Segundo Philippe Guérin, um dos idealizadores do projeto e diretor do Observatório de Dados sobre Doenças Infecciosas (IDDO) da Universidade de Oxford, "atualmente, a maioria dos esforços de pesquisa foca-se na redução da taxa de mortalidade de pacientes que já estão numa fase crítica da doença. Porém, nos países com poucos recursos, a capacidade de recuperar esses doentes [em fase avançada] é limitada. Por isso, seria importante descobrir como evitar que os pacientes cheguem ao estado mais crítico", explica Guérin.
Além disso, Helen Rees, também membro do conselho da recém-criada coligação de pesquisa, diz que muitos medicamentos funcionam em várias populações, mas certas vacinas não funcionam igualmente em todas elas. "Isso pode dever-se à propagação de outras doenças ou às condições de nutrição locais, por exemplo". Rees, que é diretora de medicina clínica na Universidade de Witwatersrand, na África do Sul, explicou à DW que "não é preciso testar as substâncias em todos os países e populações. Mas ignorar um continente inteiro como a África seria negligência".

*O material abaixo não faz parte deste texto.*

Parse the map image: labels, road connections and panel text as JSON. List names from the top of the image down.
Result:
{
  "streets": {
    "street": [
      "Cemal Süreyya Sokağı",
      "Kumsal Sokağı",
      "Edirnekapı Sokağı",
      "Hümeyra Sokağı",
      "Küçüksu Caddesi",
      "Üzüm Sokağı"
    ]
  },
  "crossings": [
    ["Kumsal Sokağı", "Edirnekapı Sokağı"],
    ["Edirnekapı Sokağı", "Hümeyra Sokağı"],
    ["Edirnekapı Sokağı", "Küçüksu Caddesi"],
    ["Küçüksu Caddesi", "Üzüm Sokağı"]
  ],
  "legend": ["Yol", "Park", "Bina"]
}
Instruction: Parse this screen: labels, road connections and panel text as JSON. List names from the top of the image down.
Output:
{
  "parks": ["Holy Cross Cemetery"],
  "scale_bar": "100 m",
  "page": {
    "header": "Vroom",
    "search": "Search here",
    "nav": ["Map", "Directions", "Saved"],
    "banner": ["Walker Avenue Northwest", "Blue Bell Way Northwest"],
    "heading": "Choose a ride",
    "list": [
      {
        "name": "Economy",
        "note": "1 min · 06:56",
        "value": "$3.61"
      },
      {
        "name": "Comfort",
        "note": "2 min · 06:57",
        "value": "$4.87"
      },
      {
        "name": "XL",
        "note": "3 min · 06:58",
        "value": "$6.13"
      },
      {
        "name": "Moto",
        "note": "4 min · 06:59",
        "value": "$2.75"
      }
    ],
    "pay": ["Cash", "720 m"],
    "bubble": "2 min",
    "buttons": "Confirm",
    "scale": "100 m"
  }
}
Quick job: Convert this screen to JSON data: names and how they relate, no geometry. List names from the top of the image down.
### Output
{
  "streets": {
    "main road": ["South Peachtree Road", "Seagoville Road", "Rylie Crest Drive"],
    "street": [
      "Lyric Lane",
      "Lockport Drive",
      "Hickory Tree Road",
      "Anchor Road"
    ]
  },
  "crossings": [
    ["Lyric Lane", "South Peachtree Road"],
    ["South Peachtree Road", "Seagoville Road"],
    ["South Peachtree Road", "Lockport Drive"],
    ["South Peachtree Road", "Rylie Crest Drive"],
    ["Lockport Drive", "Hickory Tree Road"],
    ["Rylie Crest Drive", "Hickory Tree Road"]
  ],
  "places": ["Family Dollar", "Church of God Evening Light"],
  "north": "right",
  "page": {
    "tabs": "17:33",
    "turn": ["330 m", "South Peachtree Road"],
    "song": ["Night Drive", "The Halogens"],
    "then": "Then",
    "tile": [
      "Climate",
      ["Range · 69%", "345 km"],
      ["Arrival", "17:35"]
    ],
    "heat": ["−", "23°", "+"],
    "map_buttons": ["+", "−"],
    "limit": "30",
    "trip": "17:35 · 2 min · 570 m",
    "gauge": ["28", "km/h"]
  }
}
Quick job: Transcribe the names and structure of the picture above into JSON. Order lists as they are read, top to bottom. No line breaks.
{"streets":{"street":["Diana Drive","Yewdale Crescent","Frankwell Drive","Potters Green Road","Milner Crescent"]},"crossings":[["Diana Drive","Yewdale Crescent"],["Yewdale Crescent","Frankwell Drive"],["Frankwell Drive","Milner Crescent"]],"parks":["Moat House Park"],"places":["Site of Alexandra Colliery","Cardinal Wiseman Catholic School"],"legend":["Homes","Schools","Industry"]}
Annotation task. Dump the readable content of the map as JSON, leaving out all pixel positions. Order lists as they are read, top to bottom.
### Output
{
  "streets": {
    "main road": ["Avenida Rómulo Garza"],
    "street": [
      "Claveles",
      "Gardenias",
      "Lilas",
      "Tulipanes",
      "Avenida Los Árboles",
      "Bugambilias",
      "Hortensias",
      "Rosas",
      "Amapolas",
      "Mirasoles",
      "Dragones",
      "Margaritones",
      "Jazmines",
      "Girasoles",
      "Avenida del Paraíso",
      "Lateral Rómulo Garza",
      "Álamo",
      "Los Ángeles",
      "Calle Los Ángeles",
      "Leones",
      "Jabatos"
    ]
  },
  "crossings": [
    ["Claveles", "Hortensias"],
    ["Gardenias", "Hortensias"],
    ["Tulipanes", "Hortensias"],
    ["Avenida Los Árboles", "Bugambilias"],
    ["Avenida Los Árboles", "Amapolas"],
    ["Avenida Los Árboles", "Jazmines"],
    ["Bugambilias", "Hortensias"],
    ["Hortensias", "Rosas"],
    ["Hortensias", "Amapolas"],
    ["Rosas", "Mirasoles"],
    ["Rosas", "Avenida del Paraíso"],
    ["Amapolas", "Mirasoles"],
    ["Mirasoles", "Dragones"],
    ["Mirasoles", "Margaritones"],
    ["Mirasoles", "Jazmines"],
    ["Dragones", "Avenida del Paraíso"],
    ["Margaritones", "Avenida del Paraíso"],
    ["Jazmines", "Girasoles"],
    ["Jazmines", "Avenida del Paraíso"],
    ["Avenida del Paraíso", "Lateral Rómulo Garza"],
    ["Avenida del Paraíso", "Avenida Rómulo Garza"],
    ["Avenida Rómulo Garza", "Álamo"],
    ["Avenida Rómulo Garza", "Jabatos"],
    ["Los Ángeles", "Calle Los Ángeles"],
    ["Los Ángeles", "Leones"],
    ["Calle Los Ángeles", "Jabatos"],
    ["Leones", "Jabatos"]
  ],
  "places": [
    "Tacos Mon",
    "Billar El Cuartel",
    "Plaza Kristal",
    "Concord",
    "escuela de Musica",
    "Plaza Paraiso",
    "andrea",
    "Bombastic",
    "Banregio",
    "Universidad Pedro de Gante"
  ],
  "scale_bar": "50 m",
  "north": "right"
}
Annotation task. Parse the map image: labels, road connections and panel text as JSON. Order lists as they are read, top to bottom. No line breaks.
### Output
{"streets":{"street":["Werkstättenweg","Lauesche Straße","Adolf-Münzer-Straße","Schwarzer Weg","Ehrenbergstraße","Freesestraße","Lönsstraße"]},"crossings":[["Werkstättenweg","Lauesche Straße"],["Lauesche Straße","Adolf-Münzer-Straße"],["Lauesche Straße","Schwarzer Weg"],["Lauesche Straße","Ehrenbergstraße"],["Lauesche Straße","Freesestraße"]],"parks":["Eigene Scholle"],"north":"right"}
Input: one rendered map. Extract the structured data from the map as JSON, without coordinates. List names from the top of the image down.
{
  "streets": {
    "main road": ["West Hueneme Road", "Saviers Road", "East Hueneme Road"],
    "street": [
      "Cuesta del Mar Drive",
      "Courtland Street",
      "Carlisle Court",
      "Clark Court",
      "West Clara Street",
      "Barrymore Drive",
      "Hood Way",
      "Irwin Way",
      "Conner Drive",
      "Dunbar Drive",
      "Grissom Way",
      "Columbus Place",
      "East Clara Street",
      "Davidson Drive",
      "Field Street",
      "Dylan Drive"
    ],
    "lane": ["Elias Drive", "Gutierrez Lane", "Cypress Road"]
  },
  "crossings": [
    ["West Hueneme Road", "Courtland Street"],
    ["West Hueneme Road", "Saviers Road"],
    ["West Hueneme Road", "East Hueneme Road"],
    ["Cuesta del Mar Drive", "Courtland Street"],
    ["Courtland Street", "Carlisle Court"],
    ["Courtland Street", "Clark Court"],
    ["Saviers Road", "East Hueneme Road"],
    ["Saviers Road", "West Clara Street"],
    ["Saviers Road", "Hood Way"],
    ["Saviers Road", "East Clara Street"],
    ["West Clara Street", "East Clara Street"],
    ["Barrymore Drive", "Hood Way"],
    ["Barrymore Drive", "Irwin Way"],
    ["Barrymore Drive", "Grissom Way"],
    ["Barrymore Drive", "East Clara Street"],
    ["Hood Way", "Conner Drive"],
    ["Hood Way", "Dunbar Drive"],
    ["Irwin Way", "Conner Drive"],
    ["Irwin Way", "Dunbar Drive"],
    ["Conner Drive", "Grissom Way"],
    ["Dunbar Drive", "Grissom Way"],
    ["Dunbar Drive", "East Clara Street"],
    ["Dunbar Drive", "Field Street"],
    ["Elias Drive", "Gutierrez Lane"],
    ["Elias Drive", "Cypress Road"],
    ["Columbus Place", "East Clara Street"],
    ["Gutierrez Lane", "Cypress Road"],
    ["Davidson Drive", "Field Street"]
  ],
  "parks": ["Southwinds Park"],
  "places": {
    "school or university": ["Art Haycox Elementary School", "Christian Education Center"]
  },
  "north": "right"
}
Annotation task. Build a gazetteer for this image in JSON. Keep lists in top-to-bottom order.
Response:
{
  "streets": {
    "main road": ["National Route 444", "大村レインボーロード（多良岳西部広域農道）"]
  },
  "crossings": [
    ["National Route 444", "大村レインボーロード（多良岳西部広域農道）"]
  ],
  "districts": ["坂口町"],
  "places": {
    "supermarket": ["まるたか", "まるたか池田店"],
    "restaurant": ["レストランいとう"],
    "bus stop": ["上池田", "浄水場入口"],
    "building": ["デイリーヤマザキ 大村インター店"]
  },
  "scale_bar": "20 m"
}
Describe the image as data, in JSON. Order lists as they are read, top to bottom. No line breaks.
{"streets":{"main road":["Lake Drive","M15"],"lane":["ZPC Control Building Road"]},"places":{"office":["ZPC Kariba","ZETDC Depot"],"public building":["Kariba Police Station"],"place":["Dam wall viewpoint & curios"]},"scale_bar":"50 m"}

Pesquisas adaptadas às diferentes regiões
Os cientistas afirmam que há necessidades específicas nas diferentes regiões do mundo. Por isso, os métodos de pesquisa deveriam ser adaptados aos sistemas de saúde e grupos populacionais de cada área. Nas regiões mais pobres, os medicamentos, as vacinas ou os meios para diagnósticos deveriam ser acessíveis a toda a população, em vez de estarem sujeitos aos princípios da economia de mercado. E, para não ser deixada totalmente para trás como um local de pesquisa e estudos, África deveria receber apoio e ser rapidamente integrada nas redes de pesquisa globais, defende a coligação de pesquisa clínica.
Especialmente, porque em África existe uma excelente comunidade de pesquisa científica que já desenvolveu terapias e vacinas em áreas como a malária, tuberculose e HIV, diz Rees. De facto, o continente têm cientistas e conhecimento, mas é "limitado pela falta de recursos financeiros, pois a pesquisa é cara", diz Janet Byaruhanga, oficial de saúde sénior do programa de desenvolvimento da União Africana (UA) chamado Nova Parceria para o Desenvolvimento da África (NEPAD, na sigla em inglês). Byaruhanga explica que lançar um medicamento no mercado é muito caro - e esse é o maior desafio enfrentado pelos países africanos.
Falta de recursos
A falta de recursos não é um problema novo. Há décadas, cientistas africanos lutam contra a escassez de recursos, e as suas investigações frequentemente dependem de doações de países do norte. Os estados membros da União Africana já se tinham comprometido, em 2006, a gastar pelo menos 1% do seu respectivo Produto Interno Bruto (PIB) em investigação e desenvolvimento. Atualmente, a África do Sul tem um gasto com pesquisa de 0,82% do PIB – e é o país líder no continente.
Por causa da Covid-19, entretanto, mais dinheiro pode ser gradualmente mobilizado. A Academia Africana de Ciências (AAS) angariou recentemente junto de governos e outros doadores cerca de 2,5 milhões de euros em fundos adicionais para pesquisas sobre a pandemia.
Além disso, uma parte dos cerca de 15 milhões de euros do fundo de resposta à Covid-19 da União Africana (UA) deve ser direcionado para fins de pesquisa. Se comparados aos 7,4 mil milhões de euros que a União Europeia mobilizou até o momento com o seu programa "Resposta Global", essas somas podem parecer pequenas.
Entretanto, cientistas estão otimistas e esperam que a ajuda não se restrinja aos fundos de emergência. Querem que a experiência da Covid-19 alavanque, a longo prazo, mais investimentos para pesquisas nos países africanos. Segundo Janet Byaruhanga, África poderá sair mais forte desta crise: "Estou muito otimista de que agora estamos a dar passos certos nessa luta contra um inimigo comum".